Dataset excerpts:
=== Begin Enclosure ===

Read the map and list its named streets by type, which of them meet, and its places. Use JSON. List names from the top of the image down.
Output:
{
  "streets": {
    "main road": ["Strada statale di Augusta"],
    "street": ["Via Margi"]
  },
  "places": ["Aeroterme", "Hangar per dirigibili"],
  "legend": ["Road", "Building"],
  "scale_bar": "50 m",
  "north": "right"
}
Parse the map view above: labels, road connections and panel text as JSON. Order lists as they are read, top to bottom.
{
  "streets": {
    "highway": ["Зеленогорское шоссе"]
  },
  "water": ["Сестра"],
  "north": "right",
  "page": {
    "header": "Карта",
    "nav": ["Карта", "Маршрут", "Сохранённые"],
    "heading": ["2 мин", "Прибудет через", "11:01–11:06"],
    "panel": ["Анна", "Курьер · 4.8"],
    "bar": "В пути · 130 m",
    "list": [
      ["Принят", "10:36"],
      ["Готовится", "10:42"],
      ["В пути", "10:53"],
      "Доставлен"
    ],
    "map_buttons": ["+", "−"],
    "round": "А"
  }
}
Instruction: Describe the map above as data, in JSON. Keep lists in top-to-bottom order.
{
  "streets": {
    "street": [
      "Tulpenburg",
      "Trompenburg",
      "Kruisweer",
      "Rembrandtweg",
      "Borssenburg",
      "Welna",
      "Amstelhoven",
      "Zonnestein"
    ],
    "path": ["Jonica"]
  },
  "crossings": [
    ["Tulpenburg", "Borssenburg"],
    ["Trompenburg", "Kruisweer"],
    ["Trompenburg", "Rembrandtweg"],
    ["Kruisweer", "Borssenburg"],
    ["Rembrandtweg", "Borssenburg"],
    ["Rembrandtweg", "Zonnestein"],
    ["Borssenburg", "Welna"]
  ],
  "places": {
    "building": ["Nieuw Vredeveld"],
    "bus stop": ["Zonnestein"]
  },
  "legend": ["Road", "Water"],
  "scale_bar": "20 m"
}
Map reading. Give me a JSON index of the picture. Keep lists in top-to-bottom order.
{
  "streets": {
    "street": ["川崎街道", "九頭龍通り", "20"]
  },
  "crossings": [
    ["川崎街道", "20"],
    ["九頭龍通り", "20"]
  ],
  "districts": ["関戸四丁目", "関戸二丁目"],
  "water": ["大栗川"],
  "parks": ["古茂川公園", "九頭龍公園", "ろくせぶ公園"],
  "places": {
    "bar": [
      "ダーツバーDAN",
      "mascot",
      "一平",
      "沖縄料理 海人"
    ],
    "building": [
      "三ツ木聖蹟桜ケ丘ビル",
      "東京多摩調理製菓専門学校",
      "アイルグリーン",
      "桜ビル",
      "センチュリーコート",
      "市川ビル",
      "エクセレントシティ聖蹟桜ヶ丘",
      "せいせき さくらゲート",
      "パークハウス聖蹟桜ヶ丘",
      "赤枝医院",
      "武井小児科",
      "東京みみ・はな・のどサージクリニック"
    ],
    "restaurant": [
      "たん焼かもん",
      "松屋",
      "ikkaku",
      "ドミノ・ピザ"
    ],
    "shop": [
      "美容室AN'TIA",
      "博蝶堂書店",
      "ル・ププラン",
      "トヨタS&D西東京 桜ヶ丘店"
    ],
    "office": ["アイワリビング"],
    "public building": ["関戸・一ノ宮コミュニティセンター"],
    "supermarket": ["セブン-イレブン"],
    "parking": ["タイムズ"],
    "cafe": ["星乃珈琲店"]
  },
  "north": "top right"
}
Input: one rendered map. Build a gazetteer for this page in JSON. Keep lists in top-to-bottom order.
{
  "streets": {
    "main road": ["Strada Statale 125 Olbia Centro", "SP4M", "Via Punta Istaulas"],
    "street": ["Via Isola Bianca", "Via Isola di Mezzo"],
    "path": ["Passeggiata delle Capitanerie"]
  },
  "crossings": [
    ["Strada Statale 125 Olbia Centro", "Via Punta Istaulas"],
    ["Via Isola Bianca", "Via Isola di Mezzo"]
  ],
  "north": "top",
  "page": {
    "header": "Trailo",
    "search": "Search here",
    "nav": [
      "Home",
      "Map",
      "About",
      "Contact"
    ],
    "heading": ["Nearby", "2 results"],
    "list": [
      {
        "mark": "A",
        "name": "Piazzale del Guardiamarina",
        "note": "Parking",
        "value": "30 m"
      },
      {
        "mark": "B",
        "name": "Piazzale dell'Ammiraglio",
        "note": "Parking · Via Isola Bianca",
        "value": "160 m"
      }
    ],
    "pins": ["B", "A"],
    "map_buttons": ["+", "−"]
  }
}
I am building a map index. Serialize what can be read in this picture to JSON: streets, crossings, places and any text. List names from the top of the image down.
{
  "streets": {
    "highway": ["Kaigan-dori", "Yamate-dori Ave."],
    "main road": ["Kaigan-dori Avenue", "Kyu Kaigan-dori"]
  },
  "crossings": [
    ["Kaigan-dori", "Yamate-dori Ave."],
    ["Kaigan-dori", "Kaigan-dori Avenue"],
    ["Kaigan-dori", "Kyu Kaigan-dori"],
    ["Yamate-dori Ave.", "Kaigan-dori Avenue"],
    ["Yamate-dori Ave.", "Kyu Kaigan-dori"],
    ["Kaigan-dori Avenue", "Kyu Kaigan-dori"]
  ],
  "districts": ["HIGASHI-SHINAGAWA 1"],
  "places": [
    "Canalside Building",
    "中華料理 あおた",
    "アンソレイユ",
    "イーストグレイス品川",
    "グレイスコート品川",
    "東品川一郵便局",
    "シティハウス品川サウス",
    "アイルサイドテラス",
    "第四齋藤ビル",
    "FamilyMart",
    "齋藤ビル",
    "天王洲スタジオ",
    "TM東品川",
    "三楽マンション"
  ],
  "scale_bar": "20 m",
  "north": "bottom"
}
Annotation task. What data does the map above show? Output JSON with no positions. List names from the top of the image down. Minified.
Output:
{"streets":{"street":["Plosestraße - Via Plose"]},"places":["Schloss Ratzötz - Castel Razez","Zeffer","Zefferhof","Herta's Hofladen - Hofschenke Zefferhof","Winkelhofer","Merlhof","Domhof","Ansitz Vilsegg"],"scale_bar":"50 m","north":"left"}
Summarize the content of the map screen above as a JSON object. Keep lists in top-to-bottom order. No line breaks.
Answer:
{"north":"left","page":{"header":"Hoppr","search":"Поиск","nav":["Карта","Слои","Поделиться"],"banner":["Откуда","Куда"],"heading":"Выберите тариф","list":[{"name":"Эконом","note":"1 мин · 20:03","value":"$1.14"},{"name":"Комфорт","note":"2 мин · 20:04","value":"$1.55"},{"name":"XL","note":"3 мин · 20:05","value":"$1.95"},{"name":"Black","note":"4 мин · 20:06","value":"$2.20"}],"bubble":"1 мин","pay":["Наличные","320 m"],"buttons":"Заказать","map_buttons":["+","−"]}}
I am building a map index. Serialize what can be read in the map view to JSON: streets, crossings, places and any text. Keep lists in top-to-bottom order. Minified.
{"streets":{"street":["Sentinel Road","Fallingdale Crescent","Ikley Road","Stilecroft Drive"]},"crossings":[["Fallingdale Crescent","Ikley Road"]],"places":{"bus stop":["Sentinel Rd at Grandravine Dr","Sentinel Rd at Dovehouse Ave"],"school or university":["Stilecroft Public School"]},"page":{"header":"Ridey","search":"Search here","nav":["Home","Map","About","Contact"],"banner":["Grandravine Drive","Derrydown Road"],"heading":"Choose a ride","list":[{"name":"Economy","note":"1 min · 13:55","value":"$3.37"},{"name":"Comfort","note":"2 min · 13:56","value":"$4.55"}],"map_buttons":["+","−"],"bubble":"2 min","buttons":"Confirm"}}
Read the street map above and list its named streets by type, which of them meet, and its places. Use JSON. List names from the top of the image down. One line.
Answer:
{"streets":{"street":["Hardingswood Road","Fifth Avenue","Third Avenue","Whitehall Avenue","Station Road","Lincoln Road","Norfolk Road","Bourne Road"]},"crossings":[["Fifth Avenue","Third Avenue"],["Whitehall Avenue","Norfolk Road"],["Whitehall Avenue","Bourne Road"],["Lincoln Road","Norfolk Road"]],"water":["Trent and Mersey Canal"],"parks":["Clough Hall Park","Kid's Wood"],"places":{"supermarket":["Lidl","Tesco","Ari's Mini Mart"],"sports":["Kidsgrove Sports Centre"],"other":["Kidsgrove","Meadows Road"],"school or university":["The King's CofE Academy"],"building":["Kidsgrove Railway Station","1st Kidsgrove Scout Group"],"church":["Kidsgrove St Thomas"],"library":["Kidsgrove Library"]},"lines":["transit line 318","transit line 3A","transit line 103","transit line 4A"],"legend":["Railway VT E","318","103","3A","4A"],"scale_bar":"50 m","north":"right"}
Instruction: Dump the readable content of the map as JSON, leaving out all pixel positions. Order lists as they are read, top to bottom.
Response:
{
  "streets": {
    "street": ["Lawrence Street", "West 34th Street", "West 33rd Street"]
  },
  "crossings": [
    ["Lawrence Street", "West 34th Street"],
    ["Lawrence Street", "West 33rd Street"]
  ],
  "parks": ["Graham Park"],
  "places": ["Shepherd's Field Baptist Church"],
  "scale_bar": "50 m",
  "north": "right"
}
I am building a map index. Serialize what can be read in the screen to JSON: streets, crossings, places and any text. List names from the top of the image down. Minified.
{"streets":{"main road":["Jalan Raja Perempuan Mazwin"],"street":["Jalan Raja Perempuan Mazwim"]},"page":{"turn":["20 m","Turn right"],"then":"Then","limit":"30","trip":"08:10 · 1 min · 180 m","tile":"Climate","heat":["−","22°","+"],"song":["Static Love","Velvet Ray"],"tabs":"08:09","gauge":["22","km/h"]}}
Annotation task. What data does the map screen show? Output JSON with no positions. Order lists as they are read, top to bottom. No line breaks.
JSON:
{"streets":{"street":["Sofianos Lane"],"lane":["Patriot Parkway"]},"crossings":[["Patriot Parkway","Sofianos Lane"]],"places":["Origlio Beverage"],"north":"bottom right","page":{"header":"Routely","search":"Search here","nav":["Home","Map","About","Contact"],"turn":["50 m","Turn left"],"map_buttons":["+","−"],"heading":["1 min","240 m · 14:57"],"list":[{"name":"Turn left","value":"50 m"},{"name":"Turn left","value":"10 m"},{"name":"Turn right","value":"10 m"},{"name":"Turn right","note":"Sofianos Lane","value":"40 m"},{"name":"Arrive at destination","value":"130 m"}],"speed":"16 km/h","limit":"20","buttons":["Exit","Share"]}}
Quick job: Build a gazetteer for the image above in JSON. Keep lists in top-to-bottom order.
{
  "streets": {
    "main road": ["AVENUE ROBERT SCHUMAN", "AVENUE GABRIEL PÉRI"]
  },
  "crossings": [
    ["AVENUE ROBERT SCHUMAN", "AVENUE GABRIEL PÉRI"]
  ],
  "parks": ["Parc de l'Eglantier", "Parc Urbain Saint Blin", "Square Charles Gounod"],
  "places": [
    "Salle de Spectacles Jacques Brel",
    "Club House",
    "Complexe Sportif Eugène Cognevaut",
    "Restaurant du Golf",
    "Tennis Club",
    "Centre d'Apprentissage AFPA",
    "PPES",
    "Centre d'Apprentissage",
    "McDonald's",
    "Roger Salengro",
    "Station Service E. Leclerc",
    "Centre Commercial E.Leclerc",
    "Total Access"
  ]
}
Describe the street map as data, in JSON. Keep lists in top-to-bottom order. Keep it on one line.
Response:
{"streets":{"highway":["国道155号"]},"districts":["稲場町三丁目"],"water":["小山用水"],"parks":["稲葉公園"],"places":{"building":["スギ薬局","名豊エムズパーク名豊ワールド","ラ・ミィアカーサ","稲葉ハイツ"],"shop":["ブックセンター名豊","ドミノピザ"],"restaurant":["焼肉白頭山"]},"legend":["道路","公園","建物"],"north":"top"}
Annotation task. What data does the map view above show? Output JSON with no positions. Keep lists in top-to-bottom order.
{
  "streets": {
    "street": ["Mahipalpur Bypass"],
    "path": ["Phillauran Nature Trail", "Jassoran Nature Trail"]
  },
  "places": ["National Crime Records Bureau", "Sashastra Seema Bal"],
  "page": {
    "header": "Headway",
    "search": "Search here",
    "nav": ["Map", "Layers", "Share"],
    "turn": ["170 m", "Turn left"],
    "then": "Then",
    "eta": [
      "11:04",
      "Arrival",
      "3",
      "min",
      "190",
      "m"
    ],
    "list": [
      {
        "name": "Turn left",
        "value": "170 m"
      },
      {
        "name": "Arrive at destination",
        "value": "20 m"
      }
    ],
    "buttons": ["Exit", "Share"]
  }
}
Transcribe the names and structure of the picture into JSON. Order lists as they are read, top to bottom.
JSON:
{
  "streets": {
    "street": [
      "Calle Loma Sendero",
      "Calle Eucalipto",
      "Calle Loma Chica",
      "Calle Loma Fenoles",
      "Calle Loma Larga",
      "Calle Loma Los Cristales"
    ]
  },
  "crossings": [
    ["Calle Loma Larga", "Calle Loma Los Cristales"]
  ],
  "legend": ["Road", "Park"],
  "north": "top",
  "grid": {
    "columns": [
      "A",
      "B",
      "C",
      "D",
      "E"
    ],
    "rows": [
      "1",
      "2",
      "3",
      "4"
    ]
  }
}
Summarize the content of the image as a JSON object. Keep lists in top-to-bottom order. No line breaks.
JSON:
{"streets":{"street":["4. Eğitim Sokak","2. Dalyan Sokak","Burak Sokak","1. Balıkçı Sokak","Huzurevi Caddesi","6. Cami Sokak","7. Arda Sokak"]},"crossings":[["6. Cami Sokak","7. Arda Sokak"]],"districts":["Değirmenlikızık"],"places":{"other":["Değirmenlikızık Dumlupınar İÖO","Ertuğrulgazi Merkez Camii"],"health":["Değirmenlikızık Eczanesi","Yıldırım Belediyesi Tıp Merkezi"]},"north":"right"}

=== End Enclosure ===

If a line in the records contains the word "type", copy it out.

## Task output
Read the map and list its named streets by type, which of them meet, and its places. Use JSON. List names from the top of the image down.
Read the street map above and list its named streets by type, which of them meet, and its places. Use JSON. List names from the top of the image down. One line.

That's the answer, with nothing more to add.